EXERCISE INSTRUCTIONS
What lines of the data below include the word "from"? Report them by copying each.
───── INFORMATION PROVIDED
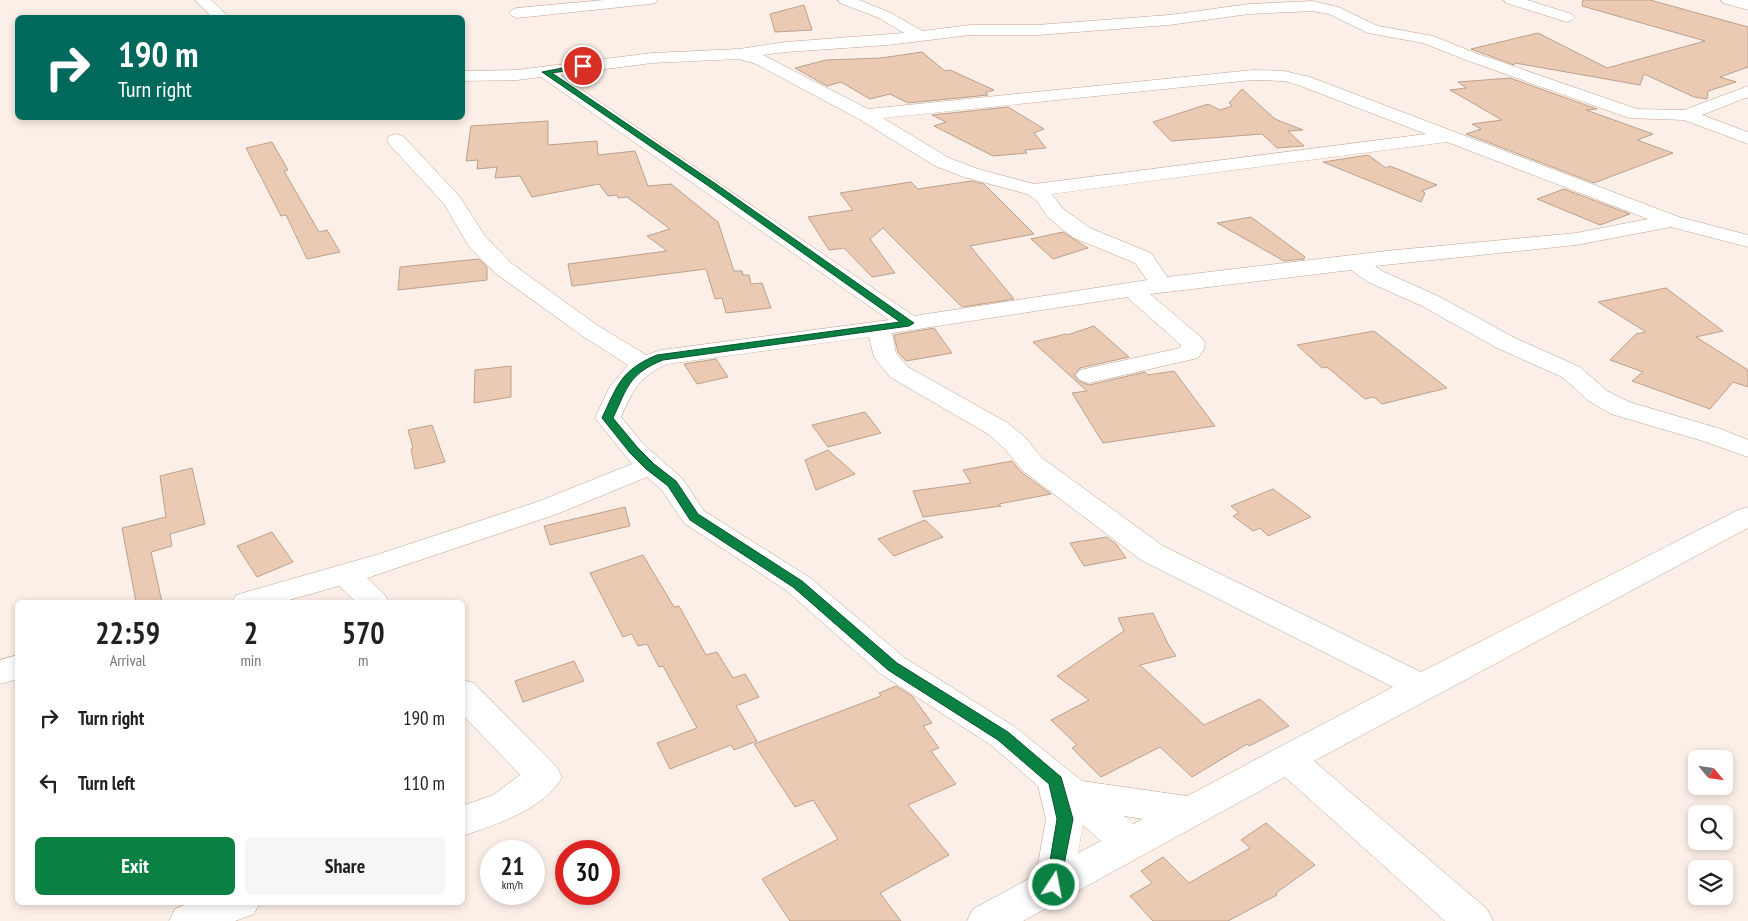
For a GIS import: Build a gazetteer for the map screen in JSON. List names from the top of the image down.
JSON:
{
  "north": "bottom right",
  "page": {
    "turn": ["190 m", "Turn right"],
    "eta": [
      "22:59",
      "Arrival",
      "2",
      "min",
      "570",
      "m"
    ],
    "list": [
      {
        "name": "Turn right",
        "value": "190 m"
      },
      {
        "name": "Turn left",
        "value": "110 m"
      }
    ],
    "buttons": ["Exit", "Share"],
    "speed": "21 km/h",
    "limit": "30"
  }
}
──────────
───── INFORMATION PROVIDED
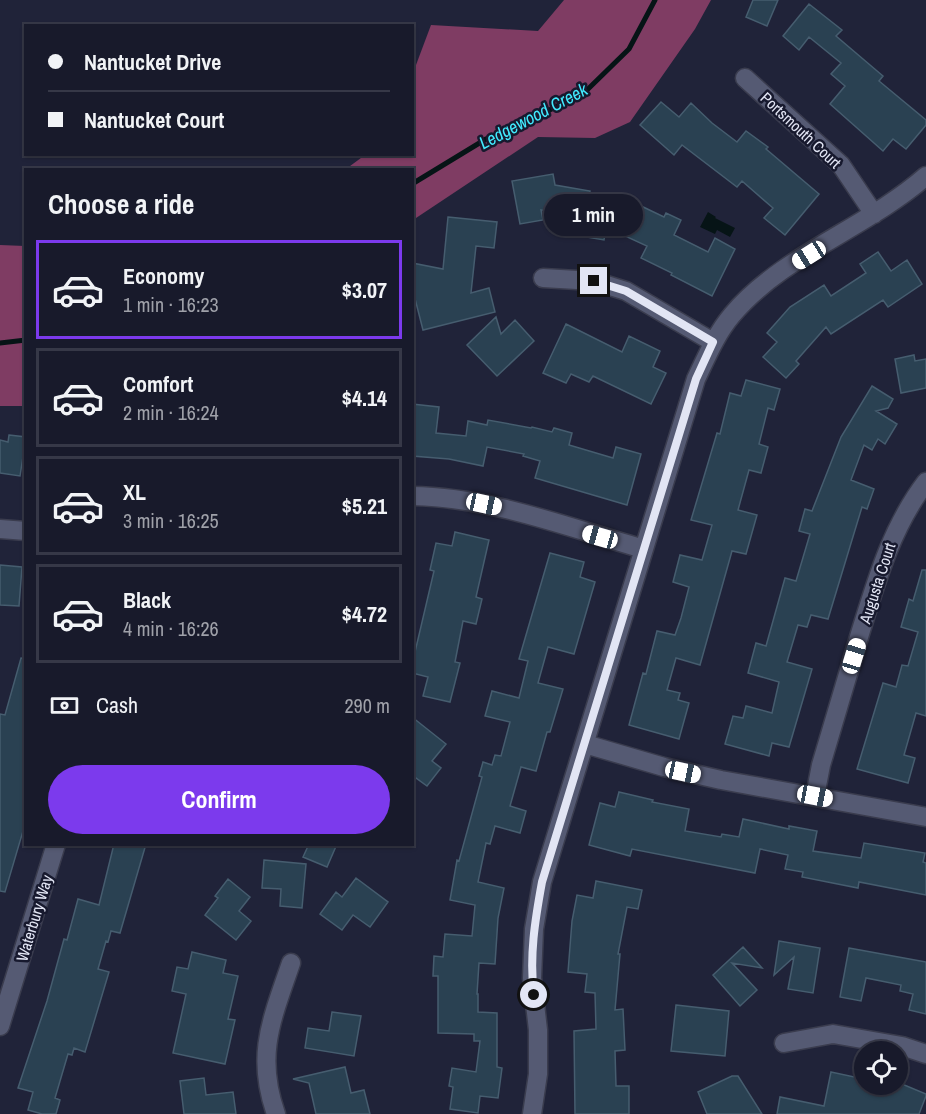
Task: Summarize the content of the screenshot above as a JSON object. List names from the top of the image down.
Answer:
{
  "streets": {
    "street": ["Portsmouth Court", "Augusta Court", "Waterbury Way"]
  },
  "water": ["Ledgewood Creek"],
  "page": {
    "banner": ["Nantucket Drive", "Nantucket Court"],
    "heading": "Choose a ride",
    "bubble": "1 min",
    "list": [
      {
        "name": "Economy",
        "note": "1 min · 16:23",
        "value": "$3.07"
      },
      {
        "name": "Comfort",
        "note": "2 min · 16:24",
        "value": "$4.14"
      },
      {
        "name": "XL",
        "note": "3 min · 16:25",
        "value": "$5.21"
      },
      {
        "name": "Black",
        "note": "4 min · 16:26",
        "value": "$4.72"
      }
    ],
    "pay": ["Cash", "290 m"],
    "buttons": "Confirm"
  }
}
──────────
FINISHED EXERCISE
For a GIS import: Build a gazetteer for the map screen in JSON. List names from the top of the image down.
Task: Summarize the content of the screenshot above as a JSON object. List names from the top of the image down.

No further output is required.